--- WHAT IS EXPECTED ---
Copy out every line of the records where the string "sheet" occurs.

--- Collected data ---
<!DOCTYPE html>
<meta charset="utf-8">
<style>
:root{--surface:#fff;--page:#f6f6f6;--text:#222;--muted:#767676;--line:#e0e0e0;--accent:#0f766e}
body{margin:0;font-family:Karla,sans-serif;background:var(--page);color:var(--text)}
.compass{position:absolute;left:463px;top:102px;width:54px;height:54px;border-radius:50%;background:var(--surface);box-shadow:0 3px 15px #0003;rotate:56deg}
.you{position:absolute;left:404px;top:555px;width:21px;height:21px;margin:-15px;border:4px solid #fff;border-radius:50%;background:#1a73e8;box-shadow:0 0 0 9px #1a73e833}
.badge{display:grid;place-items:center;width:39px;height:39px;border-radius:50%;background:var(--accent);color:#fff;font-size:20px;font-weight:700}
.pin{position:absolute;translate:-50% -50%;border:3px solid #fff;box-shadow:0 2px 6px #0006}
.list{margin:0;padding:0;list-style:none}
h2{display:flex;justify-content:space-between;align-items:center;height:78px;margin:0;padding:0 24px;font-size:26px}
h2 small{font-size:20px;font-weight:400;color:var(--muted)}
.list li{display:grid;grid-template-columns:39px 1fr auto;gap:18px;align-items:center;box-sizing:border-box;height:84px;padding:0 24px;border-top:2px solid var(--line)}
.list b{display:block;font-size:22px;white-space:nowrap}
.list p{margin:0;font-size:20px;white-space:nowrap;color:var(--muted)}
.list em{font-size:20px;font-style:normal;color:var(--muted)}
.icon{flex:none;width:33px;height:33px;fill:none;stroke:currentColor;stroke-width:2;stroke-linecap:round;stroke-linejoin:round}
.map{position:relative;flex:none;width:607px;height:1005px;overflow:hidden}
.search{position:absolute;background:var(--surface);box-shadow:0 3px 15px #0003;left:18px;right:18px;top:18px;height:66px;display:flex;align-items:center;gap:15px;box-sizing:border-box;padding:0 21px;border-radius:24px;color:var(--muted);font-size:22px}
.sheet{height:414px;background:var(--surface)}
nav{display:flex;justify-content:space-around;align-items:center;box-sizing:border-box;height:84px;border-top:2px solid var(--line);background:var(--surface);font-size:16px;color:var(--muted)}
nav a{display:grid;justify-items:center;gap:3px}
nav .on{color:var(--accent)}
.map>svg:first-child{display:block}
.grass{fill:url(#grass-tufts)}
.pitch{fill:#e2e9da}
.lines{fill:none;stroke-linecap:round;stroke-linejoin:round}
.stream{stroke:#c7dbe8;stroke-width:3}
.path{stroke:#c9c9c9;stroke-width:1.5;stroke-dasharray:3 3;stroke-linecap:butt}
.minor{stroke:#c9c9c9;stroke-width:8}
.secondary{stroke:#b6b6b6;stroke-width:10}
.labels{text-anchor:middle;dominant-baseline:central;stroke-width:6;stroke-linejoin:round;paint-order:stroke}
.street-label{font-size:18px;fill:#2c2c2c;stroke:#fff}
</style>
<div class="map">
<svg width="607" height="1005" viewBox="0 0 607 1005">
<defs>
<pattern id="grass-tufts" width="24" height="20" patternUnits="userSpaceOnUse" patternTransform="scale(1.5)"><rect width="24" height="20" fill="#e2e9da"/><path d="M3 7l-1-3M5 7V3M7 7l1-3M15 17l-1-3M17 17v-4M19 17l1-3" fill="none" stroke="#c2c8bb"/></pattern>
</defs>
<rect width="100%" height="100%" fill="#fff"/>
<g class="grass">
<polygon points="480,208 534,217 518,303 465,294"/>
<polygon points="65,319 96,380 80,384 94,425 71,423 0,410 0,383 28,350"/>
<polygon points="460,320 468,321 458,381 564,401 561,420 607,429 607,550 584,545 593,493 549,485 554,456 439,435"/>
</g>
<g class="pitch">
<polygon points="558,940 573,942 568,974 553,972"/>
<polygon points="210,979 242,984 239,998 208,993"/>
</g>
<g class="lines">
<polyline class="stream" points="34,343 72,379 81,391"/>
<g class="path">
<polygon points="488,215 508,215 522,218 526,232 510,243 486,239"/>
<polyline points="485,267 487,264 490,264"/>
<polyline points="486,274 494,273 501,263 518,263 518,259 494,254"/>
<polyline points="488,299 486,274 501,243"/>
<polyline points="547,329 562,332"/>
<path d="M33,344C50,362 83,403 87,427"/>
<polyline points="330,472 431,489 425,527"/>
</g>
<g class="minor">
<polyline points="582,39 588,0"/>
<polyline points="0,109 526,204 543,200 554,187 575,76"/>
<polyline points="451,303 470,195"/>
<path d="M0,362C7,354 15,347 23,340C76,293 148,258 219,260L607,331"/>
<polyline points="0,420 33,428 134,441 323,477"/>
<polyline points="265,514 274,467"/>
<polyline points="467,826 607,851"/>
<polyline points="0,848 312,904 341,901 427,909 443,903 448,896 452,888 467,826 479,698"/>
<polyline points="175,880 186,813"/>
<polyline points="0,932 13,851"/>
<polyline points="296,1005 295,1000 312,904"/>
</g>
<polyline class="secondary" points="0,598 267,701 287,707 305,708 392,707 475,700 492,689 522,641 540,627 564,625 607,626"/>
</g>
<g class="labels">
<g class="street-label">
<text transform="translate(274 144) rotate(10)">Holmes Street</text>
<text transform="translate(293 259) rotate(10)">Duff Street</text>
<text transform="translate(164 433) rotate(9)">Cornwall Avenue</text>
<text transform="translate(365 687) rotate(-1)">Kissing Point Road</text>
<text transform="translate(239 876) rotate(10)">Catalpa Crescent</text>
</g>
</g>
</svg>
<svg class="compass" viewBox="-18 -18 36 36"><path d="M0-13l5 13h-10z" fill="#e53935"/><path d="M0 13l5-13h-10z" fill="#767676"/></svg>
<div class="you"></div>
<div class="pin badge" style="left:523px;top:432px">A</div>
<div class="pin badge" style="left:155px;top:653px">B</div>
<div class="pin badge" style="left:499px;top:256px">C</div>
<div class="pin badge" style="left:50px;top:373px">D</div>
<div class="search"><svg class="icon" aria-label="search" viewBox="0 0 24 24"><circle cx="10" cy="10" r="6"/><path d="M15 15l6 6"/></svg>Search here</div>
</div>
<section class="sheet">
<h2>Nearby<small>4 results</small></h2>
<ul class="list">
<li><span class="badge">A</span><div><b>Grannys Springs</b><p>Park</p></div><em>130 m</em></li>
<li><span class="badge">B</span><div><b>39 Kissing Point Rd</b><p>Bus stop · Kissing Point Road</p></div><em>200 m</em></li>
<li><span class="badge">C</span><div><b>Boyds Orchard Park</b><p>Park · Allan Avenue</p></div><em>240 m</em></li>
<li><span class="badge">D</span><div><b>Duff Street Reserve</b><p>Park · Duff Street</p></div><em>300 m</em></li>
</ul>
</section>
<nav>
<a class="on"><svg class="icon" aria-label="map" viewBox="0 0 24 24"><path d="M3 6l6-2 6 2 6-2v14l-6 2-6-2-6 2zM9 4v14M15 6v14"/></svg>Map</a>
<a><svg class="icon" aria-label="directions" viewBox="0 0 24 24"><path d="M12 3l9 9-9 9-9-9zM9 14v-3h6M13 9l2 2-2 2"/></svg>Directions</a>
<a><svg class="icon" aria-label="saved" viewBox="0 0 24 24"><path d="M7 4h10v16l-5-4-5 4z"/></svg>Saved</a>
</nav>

--- EXERCISE SOLUTION ---
.sheet{height:414px;background:var(--surface)}
<section class="sheet">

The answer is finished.